Ab initio calculations of radiationless transitions between excited and ground singlet electronic states of ethylene

Abstract

General expressions for internal conversion (IC) rate constant calculations have been derived by taking into account displacements, distortions, and rotation (mixing) of normal modes. The electronic part of the rate constant has been computed through the ab initio calculations of vibronic coupling. The corresponding expressions for the simplest two-mode case as well as for the general $n$ -mode case have been derived. We demonstrate the effect of rotated (mixed) normal modes on the IC rate constants based on a model consisting of one promoting and two mixed modes. The dynamics of excited states of ${\mathrm{C}}_{\mathrm{2}}{\mathrm{H}}_{\mathrm{4}}$ has been investigated based on the internal conversion mechanism.
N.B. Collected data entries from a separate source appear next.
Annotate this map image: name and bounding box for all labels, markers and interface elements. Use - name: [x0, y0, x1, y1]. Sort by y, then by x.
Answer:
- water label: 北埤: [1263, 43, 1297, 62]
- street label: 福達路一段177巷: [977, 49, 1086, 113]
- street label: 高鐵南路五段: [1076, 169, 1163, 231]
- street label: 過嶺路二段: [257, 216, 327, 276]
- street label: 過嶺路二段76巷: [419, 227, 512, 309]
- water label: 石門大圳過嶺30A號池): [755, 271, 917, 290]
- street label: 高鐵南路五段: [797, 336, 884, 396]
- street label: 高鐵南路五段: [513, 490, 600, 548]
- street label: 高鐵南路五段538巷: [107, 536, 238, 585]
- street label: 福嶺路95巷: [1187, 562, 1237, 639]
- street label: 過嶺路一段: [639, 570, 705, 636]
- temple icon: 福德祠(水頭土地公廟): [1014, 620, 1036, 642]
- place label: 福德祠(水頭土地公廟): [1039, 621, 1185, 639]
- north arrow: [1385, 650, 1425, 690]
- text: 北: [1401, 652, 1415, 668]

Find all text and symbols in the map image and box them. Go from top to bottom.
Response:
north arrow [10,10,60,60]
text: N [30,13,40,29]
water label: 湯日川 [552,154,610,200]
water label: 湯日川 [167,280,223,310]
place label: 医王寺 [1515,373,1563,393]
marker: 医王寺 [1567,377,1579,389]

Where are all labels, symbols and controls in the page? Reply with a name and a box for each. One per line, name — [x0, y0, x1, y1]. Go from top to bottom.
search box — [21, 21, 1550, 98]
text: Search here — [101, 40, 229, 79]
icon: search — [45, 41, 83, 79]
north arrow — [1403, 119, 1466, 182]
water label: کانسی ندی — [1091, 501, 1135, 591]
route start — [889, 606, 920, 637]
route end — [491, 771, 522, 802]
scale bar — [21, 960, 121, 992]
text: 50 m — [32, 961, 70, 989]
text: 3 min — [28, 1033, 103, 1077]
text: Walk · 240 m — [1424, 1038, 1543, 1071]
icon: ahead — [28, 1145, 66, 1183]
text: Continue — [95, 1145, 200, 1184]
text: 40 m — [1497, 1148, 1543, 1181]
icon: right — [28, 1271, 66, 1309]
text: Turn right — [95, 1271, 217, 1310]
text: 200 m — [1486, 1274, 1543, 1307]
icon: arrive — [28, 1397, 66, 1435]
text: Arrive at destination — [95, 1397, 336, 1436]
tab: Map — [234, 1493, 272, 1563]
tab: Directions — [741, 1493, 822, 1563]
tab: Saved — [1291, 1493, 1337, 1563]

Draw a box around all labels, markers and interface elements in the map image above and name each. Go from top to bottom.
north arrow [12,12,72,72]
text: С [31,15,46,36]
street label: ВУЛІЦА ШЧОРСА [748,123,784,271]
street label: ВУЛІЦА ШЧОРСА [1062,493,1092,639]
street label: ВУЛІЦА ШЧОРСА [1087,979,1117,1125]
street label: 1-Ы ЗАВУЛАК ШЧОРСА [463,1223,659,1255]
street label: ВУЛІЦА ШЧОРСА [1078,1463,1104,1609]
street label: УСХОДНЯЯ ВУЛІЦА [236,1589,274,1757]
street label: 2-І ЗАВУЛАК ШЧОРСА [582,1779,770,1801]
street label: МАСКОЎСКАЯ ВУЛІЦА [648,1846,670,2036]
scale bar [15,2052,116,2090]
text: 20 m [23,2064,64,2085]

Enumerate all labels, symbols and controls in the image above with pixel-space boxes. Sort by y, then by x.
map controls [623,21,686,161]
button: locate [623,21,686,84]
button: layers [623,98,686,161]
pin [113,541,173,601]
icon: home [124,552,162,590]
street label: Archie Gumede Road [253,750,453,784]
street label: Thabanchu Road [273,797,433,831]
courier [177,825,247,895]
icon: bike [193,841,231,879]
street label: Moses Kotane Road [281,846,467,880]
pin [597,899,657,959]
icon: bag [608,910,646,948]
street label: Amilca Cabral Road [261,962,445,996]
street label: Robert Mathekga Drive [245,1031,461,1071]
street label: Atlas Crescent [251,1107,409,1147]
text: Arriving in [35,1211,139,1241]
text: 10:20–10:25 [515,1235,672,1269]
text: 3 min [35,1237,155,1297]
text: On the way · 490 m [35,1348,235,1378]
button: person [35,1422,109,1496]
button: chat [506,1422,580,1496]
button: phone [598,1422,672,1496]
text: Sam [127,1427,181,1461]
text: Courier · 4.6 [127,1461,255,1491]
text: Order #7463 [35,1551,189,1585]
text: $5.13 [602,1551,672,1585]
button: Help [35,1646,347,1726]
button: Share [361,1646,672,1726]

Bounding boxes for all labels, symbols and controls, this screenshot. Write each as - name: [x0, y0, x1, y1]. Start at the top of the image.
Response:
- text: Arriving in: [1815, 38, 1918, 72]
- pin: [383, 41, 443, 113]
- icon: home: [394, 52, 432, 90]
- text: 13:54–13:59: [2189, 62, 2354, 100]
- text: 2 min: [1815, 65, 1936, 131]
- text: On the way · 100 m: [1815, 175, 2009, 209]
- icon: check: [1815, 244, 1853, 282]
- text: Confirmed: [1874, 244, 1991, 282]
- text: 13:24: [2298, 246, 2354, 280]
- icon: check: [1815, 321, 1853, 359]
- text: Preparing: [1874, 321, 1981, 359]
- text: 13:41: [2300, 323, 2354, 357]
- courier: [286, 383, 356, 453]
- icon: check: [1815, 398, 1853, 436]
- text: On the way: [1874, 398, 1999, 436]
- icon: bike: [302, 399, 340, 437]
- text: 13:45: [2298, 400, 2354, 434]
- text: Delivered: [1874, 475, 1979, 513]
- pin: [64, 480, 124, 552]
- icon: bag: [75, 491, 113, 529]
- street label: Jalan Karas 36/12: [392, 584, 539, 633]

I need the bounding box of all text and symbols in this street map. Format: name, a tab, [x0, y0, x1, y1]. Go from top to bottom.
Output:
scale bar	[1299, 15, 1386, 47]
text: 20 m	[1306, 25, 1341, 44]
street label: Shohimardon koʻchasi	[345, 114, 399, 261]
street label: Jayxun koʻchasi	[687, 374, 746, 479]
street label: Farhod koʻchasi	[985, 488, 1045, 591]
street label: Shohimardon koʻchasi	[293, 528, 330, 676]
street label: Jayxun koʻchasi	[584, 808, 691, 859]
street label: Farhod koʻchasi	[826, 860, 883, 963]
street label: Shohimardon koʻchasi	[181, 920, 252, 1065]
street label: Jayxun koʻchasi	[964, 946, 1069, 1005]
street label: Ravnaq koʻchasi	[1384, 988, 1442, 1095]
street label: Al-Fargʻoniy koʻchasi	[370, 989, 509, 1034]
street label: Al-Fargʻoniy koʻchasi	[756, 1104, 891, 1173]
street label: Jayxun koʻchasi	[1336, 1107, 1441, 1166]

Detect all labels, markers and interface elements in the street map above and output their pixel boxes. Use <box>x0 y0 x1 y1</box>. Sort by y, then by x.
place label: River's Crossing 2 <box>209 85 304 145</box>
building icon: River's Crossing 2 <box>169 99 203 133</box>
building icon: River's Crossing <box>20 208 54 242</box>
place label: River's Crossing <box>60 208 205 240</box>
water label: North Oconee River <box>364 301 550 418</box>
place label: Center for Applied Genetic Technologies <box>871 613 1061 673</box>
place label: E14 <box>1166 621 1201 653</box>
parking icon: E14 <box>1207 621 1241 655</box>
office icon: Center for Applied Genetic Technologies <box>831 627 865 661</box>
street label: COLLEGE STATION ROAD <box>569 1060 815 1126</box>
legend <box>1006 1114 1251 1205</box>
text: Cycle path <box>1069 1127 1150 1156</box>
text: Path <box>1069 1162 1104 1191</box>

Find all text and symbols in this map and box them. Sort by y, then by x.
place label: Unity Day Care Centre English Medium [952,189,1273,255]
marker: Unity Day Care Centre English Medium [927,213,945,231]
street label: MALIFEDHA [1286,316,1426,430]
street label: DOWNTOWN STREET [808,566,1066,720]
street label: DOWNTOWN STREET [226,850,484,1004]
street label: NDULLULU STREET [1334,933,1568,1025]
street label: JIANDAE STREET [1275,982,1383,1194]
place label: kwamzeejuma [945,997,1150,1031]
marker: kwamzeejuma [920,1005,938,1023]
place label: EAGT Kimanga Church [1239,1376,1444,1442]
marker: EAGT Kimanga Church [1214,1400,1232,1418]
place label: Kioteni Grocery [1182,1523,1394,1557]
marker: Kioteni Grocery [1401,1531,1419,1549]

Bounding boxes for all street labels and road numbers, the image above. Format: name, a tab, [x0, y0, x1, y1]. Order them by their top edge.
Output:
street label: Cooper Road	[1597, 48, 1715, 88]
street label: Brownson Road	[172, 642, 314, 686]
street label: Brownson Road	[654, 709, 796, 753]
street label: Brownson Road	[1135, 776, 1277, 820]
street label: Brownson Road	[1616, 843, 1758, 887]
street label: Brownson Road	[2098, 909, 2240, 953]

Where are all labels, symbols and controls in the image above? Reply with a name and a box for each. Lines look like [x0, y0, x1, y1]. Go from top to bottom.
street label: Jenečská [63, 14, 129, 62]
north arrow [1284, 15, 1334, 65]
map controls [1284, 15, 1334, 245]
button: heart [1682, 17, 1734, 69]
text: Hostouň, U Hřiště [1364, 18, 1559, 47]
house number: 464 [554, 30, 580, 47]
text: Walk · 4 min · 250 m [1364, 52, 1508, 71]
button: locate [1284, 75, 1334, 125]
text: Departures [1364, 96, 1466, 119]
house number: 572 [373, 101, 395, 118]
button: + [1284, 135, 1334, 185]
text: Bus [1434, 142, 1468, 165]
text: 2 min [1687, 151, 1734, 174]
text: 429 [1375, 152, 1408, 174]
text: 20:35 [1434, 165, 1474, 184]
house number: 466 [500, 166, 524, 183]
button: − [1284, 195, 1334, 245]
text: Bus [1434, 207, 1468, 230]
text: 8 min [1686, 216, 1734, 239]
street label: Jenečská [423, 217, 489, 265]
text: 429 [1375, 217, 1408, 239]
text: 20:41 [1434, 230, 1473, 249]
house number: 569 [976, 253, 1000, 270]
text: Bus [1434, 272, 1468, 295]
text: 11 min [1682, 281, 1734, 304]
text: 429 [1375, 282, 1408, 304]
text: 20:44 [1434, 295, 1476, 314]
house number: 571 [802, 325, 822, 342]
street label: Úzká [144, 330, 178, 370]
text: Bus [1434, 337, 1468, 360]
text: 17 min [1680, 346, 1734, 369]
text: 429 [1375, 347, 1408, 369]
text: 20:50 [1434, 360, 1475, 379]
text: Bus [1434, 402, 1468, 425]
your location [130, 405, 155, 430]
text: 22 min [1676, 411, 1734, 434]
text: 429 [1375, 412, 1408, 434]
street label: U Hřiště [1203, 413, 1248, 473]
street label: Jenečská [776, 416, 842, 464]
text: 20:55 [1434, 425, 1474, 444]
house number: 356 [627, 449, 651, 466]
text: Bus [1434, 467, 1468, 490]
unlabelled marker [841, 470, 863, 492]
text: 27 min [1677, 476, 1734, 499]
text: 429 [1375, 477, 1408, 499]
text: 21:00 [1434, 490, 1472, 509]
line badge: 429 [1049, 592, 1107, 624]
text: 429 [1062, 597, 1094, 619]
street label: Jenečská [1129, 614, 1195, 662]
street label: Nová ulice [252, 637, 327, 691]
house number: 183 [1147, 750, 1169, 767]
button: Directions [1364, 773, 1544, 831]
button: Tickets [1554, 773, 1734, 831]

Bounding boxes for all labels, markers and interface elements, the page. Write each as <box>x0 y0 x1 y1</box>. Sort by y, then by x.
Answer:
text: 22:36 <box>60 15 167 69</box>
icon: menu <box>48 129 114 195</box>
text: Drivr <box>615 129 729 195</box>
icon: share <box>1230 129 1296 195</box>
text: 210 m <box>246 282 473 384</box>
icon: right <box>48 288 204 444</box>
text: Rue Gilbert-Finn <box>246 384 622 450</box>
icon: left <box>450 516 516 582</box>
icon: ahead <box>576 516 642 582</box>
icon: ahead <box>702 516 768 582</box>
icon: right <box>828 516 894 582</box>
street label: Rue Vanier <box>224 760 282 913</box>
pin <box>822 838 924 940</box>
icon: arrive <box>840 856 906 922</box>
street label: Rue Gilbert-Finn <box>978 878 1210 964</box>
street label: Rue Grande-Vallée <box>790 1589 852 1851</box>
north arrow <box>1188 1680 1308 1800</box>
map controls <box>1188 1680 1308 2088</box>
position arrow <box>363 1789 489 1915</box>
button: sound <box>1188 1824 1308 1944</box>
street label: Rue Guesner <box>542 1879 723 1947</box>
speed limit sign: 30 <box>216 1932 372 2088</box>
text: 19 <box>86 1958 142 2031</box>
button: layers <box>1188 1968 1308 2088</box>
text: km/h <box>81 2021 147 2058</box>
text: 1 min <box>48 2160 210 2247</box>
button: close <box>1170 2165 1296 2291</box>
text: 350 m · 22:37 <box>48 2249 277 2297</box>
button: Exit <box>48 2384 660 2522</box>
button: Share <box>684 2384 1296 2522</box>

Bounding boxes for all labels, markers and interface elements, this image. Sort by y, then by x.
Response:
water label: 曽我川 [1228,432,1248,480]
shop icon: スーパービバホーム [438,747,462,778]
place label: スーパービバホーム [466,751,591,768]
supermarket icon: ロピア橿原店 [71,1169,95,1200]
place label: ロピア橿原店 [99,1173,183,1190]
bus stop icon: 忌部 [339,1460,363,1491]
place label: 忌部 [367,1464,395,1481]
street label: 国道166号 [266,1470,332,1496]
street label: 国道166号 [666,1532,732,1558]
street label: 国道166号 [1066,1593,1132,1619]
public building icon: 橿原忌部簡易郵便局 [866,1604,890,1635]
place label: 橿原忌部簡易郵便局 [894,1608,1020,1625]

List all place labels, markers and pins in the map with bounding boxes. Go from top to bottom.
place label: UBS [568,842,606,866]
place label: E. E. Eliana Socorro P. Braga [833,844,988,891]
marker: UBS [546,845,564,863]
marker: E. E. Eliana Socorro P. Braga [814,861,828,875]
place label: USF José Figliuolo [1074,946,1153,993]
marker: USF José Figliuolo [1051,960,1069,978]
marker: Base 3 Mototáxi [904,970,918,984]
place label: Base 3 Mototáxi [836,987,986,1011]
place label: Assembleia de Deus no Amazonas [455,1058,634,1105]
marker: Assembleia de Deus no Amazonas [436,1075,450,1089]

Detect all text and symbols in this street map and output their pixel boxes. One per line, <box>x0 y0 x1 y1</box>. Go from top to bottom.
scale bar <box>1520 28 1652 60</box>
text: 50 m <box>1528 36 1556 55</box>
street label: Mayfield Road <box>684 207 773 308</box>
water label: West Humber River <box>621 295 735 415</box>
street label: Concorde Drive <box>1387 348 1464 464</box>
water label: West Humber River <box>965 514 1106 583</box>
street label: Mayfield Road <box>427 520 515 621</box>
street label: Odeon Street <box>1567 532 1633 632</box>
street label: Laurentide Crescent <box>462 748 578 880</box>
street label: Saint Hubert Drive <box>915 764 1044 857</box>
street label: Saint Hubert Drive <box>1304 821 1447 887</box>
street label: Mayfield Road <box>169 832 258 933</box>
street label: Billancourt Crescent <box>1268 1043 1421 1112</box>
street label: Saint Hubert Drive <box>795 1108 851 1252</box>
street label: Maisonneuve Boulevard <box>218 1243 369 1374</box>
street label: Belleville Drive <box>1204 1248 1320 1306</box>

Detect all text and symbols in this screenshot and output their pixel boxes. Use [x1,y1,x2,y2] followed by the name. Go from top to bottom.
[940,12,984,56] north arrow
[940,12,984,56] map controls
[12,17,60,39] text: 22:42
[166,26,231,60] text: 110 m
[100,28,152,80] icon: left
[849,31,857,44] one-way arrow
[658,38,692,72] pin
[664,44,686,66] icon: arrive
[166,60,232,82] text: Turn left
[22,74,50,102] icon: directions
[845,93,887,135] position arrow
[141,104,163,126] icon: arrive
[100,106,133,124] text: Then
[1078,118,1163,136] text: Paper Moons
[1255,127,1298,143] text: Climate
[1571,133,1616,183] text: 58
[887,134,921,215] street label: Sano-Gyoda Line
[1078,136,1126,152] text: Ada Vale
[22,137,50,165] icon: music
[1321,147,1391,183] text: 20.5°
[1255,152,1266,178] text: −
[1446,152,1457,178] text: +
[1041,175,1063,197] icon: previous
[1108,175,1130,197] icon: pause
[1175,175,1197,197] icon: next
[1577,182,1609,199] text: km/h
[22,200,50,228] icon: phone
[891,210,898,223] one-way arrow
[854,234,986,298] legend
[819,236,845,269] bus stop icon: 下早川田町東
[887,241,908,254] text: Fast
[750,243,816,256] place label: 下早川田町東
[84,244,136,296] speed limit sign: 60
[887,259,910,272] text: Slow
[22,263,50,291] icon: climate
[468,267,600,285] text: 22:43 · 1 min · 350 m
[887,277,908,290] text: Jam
The calculated rate of internal conversion show that the lifetimes of the excited $\text{π–3p}$ and ${\mathrm{\pi –\pi }}^{*}$ states of ${\mathrm{C}}_{\mathrm{2}}{\mathrm{H}}_{\mathrm{4}}$ are on the picosecond scale. We predict that if the molecule is excited to a Rydberg $\text{π–3p}$ state, it relaxes to the ground state via the cascade mechanism, ${\text{π–3p→π–3s(}}^1{B}_{\text{3u}}{\mathrm{)\to \pi –\pi }}^{*}{(}^1{B}_{\text{1u}}{\mathrm{)\to }}^1{A}_g.$